How many lines below hold the string "anchor"? Report that number alone.

[Opening Records to process section]

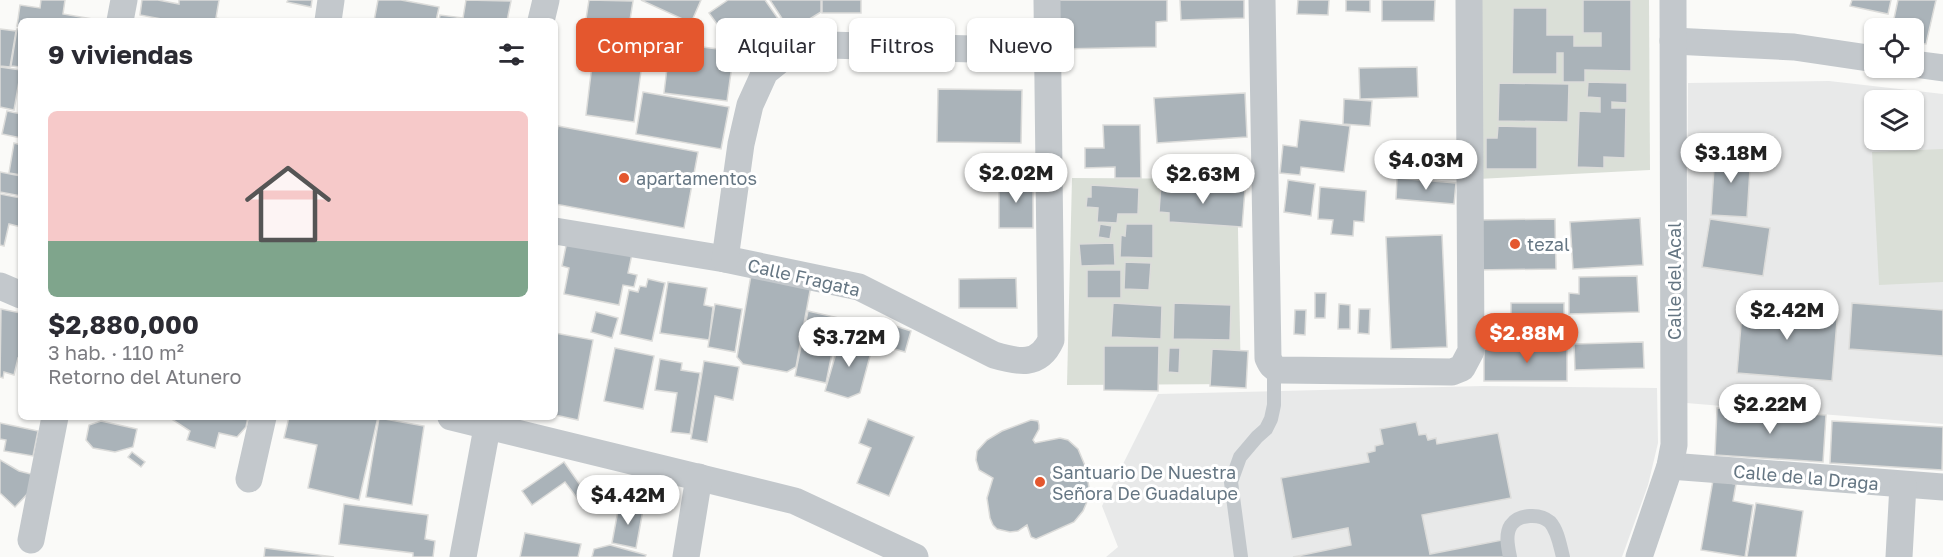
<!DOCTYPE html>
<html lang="es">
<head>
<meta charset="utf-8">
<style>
	body { margin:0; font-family:"Golos Text",sans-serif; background:#f2f2f3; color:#2b2b33; height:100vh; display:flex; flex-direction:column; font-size:22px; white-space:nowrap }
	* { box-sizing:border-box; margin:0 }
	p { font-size:20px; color:#7c7c81 }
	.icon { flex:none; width:33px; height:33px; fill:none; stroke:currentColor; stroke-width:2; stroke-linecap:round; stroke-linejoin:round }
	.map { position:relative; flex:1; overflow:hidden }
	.sheet { position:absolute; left:18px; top:18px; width:540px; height:402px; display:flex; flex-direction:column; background:#fff; border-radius:9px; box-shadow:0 2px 4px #0004 }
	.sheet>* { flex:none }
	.hud { position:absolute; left:576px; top:18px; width:570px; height:54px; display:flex; gap:12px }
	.fabs { position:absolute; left:1864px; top:18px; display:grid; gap:12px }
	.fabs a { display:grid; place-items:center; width:60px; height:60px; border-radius:9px; background:#fff; box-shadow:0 2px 4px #0004; font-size:30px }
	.price { position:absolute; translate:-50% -51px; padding:0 14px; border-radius:21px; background:#fff; color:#222; font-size:20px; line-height:39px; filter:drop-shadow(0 2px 3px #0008) }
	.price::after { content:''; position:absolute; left:50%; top:36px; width:18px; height:14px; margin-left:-9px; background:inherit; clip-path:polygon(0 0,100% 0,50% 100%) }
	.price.selected { background:#e4572e; color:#fff }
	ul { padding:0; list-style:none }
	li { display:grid; align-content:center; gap:12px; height:318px; padding:0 30px }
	li span { display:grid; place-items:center; height:186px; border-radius:9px; color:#555 }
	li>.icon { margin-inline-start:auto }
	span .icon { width:108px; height:108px; fill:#fffc; stroke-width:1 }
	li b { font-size:26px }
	h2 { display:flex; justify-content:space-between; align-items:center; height:72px; padding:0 30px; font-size:26px }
	.pill { padding:0 21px; border-radius:9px; background:#fff; box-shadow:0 2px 4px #0004; font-size:21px; line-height:54px }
	.pill.selected { background:#e4572e; color:#fff }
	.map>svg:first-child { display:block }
</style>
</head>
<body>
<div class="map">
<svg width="1943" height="557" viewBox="0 0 1943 557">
	<rect width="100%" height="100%" fill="#fafaf8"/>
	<g fill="#e8e9e9" fill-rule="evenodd">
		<path d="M1829,81l114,13v330l-257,-21 2,-320zM1875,100h39v40h-39z"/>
		<path d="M1483,386l174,2 1,55 -10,42 -26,72h-516l12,-10 -16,-41 56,-112z"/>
	</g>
	<g fill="#dadfd7">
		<path d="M1479,0h170l1,170 -172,9z"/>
		<path d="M1943,149v133l-64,3 -7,-133z"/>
		<path d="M1072,178l165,1 4,205 -174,1z"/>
	</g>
	<g fill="#aab3b9" stroke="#dcdcda" stroke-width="1.5">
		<path d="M41,0h24l-2,14 29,5v2h-71v6l-4,-1 3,-21 20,3z"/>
		<path d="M142,0h16l21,4v-4h40l-3,18 13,3h-57l-32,-6z"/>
		<path d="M288,0h24l-1,7 -24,-5z"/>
		<path d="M378,0h23l38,7 -3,14h-62z"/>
		<path d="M466,0l45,1 -4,20h-68l1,-6 23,3z"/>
		<path d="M589,0l44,1 -7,44 -43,-7z"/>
		<path d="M641,0h60l-10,23z"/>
		<path d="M728,0h37l23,33 -43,30 -36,-50z"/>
		<path d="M770,0h51v12l-31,19z"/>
		<rect x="822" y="0" width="39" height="13"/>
		<path d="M1058,0h109v21l-11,1v25l-96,2z"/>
		<path d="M1180,0h64v18l-63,2z"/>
		<path d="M1298,0h31l-1,15 -31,-1z"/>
		<path d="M1346,0h24v12l-24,-1z"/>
		<path d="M1382,0h53l-1,21h-52z"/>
		<path d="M1583,0h48v71l-46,-1v12h-22v-29h-6v21h-45l1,-66h34v27h27v11h27v-13h-18z"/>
		<path d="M1852,0h39l-3,14 -38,-8z"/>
		<path d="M1898,0h38l-10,44 -12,-2v-14h-22z"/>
		<path d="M0,29l16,2 -6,36 -10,-1z"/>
		<path d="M17,29h4v38l-10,-1z"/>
		<path d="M670,43l64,8 -7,50 -63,-8z"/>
		<path d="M592,65l49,6 -7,51 -48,-7z"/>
		<path d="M0,67l21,3 -7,40 -14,-3z"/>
		<path d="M1417,67l1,30 -58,2 -1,-31z"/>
		<path d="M1588,82l39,1v20l-15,-1v6h14l-1,50 -21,-1v11l-27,-1 2,-56 21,1v-14l-13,-1z"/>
		<path d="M1499,83l70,1 -1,38 -70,-1z"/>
		<path d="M938,89l84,1 -1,53 -84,-1z"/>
		<path d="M643,92l86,15 -8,42 -85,-15z"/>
		<path d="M1245,93l2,44 -90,6 -3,-45z"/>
		<path d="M1344,99l28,2 -2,25 -27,-2z"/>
		<path d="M7,111l14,3v24l-19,-4z"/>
		<path d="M1300,120l50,6 -6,46 -43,-5 -1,8 -20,-2 3,-28 14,2z"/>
		<path d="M1103,125h37l1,53h-26v-11l-30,1v-20h19z"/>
		<path d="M558,126l140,26 -14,76 -129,-24v-59z"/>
		<path d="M1498,126l39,1v42h-51v-31h11z"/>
		<path d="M14,143l7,2v30l-12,-2z"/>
		<path d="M1715,152l36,2 -4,63 -36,-2z"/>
		<path d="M0,172l21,4v20l-21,-4z"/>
		<path d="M1397,178l59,5 -2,21 -58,-5z"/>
		<path d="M999,179l34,1v48h-34z"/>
		<path d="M1288,180l27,4 -4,32 -27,-4z"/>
		<path d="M1161,183l84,7 -3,37 -73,-5v-9l-10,-1z"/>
		<path d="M1091,185l48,3 -1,26h-20l-1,9 -20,-1 1,-14 -12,-1 1,-10h4z"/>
		<path d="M1320,187l46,4 -2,31 -10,-1 -1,15 -22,-2 2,-14 -15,-1z"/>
		<path d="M0,194l21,4v29l-12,-3 -5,22 -4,-1z"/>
		<path d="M1640,218l3,47 -70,4 -3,-47z"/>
		<path d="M1555,219l1,50 -82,1v-50z"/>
		<path d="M1710,219l60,9 -7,48 -61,-9z"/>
		<path d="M1100,224l12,2 -2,13 -12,-2z"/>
		<path d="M1126,224h27v34l-33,-1 1,-22 4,1z"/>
		<path d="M1442,235l5,112 -56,2 -5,-112z"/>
		<path d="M567,241l65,13 -4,19 9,2 -3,12 -11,-2 -4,20 -55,-11 5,-26 -7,-2z"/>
		<path d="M1114,243l1,22 -34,1 -2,-22z"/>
		<path d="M1125,262l26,1 -2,27 -25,-1z"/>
		<rect x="1087" y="270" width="34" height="28"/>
		<path d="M751,275l61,5 -16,87 -9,5 -44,-8 -6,-7z"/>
		<path d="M1637,276l2,36 -70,2v-21l10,1v-17z"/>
		<path d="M1016,278l1,30h-58v-29z"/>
		<path d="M648,279l17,4 -13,58 -32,-7 9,-44 9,2 2,-6 6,1z"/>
		<path d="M668,282l39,6 -3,17 9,2 -4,33 -49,-7z"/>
		<path d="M1315,293h11l-1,25h-10z"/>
		<path d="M1743,300l95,9 -6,72 -95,-8z"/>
		<path d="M1113,303l49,3 -1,33 -50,-2z"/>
		<path d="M1174,303l57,2 -1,35 -57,-1z"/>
		<rect x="1511" y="303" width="53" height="38"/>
		<path d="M1852,303l91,7v46l-94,-7z"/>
		<path d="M715,304l27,5 -7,43 -27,-5z"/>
		<path d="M1339,304l11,1v24h-12z"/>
		<path d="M1,309l20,4v46l-3,-1 -4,17 -10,-3 -1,6 -3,-1z"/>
		<path d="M1359,309h11l-1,25 -11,-1z"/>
		<path d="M1295,310h11l-1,25 -11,-1z"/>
		<path d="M808,311l31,7 -13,65 -31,-7z"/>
		<path d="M596,312l22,6 -6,20 -21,-6z"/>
		<path d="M886,323l25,8 -6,21 -25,-7z"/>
		<path d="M555,333l38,7 -15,80 -23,-5z"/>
		<path d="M841,336l32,9 -13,48 -12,5 -23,-7z"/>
		<path d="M1643,342l1,26 -69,2 -1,-26z"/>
		<path d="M1532,343h35v38h-83v-32l48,1z"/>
		<path d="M1104,346h55l-1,45 -54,-1z"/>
		<path d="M615,348l39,8 -11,53 -39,-8z"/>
		<path d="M1169,348h11l-1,25 -11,-1z"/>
		<path d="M1212,349l36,2 -2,37 -36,-2z"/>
		<path d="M660,359l22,4 -1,7 19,3 -10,61 -19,-2 6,-39 -22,-3z"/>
		<path d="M704,361l35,6 -6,33 -18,-4 -8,46 -16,-3z"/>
		<path d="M1717,408l109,7 -3,47 -108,-7z"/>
		<path d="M248,417l-2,10 -9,10 -18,-4 -4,15 -28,-8 3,-9 -20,-13z"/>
		<path d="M289,417h89l-19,83 -51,-12 9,-43 -33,-7z"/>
		<path d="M379,418l45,8 -12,79 -46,-8z"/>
		<path d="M868,419l46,18 -25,59 -32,-13 14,-35 -12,-5z"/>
		<path d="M1031,420l7,1 1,4v4l-6,11 2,3 25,-5 8,2 10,9 8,19 4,27 -7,16 -9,11 -38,17 -5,-2 -4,-12 -9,6 -8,1 -13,-3 -4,-4 -3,-7 -3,-20 6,-20 -14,-8 -3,-10 1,-9 10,-11 15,-9z"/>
		<path d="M101,421l36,8 -4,18 -18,5 -22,-4 -7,-8 3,-15z"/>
		<path d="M1832,421l111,6 -1,43 -112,-7z"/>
		<path d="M1416,422l3,13 7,-1 2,6 8,-2 1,6 61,-11 13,65 -89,17 8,39 72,-14 4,17h-213l58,-12 -3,-17 -56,11 -11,-61 88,-16 -2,-9 8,-2v-5l8,-2 -3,-15z"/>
		<path d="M0,423l38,8 -5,25 -29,-5 2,-11 -6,-1z"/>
		<path d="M132,452l13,10 -4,5 -13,-10z"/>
		<path d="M0,460l19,11 16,4 -4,15 -16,17 -15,-14z"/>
		<path d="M564,462l21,30 -8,6 -12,-16 -33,23 -10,-14z"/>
		<path d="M1713,480l23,4 -3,17 20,4 -8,52 -44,-7z"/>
		<path d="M1756,503l47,8 -7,46h-49z"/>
		<path d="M344,504l84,11 -3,24 10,2 -2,16h-20v-4l-74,-9z"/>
		<path d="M619,505l24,5 -7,38 -24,-5z"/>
		<path d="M525,533l56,11 -3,13h-58z"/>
		<path d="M610,545l36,10 -1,2h-53l2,-8z"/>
		<path d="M265,548l69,9h-70z"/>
	</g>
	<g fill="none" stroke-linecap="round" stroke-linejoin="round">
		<g stroke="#c3c8cc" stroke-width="14">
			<path d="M1241,557l-10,-75 9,-25 17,-20 9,-8 5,-10 3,-14v-37"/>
			<path d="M1510,557c-2,-10 -5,-23 1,-32 8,-11 29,-12 39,-3 8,9 10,24 13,35"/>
		</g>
		<g stroke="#c3c8cc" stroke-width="27">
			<path d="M1262,0l6,358c3,7 5,10 12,12l172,2 10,-4 9,-17 -2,-351"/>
			<path d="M120,21l4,-21"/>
			<path d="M328,21l3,-21"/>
			<path d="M541,21l5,-21"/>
			<path d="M1673,41l121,6 81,12"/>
			<path d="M1914,64l29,4"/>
			<path d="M555,231l170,28 134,28 135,68c24,7 45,12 57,-15l-4,-340"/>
			<path d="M725,259l16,-115 9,-39 15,-33 26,-21 37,-6 219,6"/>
			<path d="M0,286l21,9"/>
			<path d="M451,417l344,84 120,56"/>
			<path d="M1670,466l273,21"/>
			<path d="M249,479l14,-62"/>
			<path d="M31,540l24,-123"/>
			<path d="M463,557l26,-140"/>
			<path d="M686,557l13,-80"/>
			<path d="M1639,557l31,-91 4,-21 -1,-445"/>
			<path d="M1899,557l4,-72"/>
		</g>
	</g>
	<g fill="#e4572e" stroke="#fff" stroke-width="2">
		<circle cx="624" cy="178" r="6"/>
		<circle cx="1515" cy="244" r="6"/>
		<circle cx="1040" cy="482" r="6"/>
	</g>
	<g text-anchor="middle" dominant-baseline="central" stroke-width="6" stroke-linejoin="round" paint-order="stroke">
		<g font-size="18" fill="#657683" stroke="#fff" text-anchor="start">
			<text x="636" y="178">apartamentos</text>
			<text x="1527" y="244">tezal</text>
			<text x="1052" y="472">Santuario De Nuestra<tspan x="1052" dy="21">Señora De Guadalupe</tspan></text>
		</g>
		<g font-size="18" fill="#657683" stroke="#fff">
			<text transform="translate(804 277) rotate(13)">Calle Fragata</text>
			<text transform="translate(1674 281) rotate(-90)">Calle del Acal</text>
			<text transform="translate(1806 477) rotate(5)">Calle de la Draga</text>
		</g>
	</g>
</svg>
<div class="fabs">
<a><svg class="icon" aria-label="locate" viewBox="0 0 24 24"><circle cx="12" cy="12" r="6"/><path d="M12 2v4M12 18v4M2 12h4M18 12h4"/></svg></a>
<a><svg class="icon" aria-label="layers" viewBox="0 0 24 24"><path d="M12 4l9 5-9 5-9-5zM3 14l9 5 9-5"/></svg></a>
</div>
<b class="price" style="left:1731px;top:184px">$3.18M</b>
<b class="price" style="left:1426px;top:191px">$4.03M</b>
<b class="price" style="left:1016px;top:204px">$2.02M</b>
<b class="price" style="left:1203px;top:205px">$2.63M</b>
<b class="price" style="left:1787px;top:341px">$2.42M</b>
<b class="price selected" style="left:1527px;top:364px">$2.88M</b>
<b class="price" style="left:849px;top:368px">$3.72M</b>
<b class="price" style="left:1770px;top:435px">$2.22M</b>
<b class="price" style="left:628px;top:526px">$4.42M</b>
<div class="hud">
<a class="pill selected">Comprar</a>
<a class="pill">Alquilar</a>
<a class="pill">Filtros</a>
<a class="pill">Nuevo</a>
</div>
<section class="sheet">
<h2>9 viviendas<svg class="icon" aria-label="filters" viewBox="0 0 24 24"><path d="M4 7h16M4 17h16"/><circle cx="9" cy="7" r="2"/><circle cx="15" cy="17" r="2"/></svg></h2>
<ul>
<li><span style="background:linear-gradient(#f6c9c9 70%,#7fa58c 0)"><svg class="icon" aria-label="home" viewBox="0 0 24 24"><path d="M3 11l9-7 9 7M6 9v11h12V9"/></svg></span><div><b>$2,880,000</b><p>3 hab. · 110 m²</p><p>Retorno del Atunero</p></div></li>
</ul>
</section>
</div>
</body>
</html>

[Closing Records to process section]

- Written answer -
2